Far less of a true foodie than my companions—such as Buffalo News food critic Andrew Galarneau, Buffalo Spree online and food editor Christa Glennie Seychew, Buffalo Eats founder Donnie Burtless, Buffalo Spree freelancer Julia Burke and Buffalo Foodie writer Nina Barone—it was a positive experience absorbing their insight and reflections on each course.
Here are five of the courses that I enjoyed the most: (in order)
1) #9 Grade Australian Purebred Wagyu Beef Strip Steak with watercress, black garlic and tomato
On menu: $88 for a 12-oz. portion.
Comments: As someone who’s never spent more than $30 on a steak, an $88 cut of beef has never been a realistic option for me. If Grandma Ellen gives you $100 for your birthday, anniversary or other special day, the #9 Australian Purebred Wagyu Beef Strip Steak would be a worthy expenditure, though. Far and away the best piece of beef I’ve ever munched on, the Wagyu is graded as a #9 on the 1-12 Japanese scale, which takes into account the level of marbling and the “tenderness, juiciness and flavor.” Rials explained that the strip steak was 50% fat and 50% beef, and the black garlic coating lent a flavorful crunch. It’s probably the best thing I’ve ever eaten.

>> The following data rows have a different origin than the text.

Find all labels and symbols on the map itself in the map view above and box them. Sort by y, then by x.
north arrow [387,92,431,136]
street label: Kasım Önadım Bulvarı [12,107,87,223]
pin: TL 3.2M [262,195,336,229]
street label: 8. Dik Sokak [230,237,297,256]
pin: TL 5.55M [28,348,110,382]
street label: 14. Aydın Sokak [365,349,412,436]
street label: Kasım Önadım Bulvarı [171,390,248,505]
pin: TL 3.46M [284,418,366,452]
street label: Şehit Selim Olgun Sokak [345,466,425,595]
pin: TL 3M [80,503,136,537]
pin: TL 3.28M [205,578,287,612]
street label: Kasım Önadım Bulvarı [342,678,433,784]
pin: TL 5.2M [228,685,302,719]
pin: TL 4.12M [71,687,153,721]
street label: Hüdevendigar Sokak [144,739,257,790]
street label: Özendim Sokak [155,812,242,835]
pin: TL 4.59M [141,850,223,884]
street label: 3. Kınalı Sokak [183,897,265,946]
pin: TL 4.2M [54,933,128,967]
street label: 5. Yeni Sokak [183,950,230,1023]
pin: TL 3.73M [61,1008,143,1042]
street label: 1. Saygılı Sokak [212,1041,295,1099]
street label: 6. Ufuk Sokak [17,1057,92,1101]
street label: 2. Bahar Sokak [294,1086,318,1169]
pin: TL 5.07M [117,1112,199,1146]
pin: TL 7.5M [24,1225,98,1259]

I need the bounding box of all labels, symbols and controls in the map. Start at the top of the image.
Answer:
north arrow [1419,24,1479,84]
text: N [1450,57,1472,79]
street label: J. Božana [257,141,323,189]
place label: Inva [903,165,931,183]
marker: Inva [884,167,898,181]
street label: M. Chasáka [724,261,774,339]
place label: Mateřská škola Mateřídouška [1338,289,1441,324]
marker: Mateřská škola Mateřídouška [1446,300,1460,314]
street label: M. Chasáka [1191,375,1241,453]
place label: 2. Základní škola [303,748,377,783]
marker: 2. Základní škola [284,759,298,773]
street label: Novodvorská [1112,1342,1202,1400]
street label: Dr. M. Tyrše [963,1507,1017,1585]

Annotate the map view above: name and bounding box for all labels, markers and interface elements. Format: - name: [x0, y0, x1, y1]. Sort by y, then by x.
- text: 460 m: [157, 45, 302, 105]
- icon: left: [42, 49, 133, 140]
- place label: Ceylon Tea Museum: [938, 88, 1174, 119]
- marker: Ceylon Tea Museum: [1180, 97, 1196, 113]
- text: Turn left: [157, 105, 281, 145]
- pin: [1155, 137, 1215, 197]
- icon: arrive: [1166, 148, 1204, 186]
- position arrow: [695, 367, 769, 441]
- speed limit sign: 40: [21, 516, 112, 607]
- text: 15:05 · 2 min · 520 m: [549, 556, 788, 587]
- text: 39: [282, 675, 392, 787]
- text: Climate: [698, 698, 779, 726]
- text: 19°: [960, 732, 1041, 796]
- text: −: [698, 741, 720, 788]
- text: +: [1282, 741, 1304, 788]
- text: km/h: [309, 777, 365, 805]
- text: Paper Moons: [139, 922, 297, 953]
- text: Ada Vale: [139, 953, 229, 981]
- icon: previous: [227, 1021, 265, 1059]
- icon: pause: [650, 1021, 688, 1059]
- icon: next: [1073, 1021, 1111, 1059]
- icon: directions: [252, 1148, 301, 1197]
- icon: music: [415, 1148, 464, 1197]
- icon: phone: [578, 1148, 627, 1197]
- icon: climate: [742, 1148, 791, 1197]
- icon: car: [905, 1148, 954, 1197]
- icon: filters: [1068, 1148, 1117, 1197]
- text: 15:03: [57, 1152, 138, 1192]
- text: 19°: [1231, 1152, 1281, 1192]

2) Onion Soup Croquette with braised oxtail, thyme leaves and Emmental cheese
On menu: $12 as a first course
Comments: The onion soup croquette was the best received dish at the gathering, particularly due to its unexpectedly effective pairing with the Americano (a mixed drink, not a wine). For me, perplexed in judging all pairings, it was the breaded oxtail that stuck out—in the shape of a giant crouton perched in a pool of onion soup, the fried breading didn’t become soggy, maintaining a crunch to complement the tender braised oxtail. The strong onion flavor of the soup gave life to the oxtail—not literally, fortunately—and I definitely would order this as a precursor to the #9 Wagyu just so my bill would be an even $100.
3) Seared Sea Scallop, black olive, Spanish chorizo, fave bean
On menu: $15 as a first course
Comments: Judging by my experiences at Seabar, Andrzejewski is a seafood master, importing fresh fish of all kinds from Hawaii through FedEx. Sea scallops are a challenge though, particularly because they don’t boast much flavor on their own. The black olive paste actually earned a lot of attention in this dish in terms of flavor and the fava beans in texture. The fava bean, historically under-appreciated.
4) Veal Loin Oscar with king crab, Bearnaise espuma and green asparagus
On menu: $48 as a second course
Comments: With its origin stemming from King Oscar II of Sweden/Norway and Oscar of Waldorf (interestingly, the creator of Eggs Benedict), this dish of royalty was dominated by the peculiar flavor of tarragon and the extremely rich Bearnaise foam. It shouldn’t surprise anyone that kings enjoy relatively obscure spices and buttery foam. While I’m no veal extraordinaire, I do know that it’s hard to avoid toughness in cooking, and Mike A’s chef Edward Forster offered a terrific, soft cut that, again, was complemented by a crunchy counterpart, asparagus. Still, I’d be more apt to spend $88 on the #9 Wagyu than the $48 on the Veal Loin Oscar, mostly because the meat is the focus in the former and not in the latter.
5) Chocolate Pate with blood orange, pretzel crumbs and candied cashew
On the menu: The dessert is not yet on the full menu—ask your server.
Comments: The intensely dense, decadent and gelatinous wedge of dessert included a hint of burnt orange flavor. Perhaps even richer than cheesecake, this is absolutely not a treat you’d eat in quantity. The pretzel crumbs and cashews added crunch for a little balance in texture. Looking back, every dish we were served was balanced by supplemental ingredients that seemed carefully thought out by Mike A’s staff.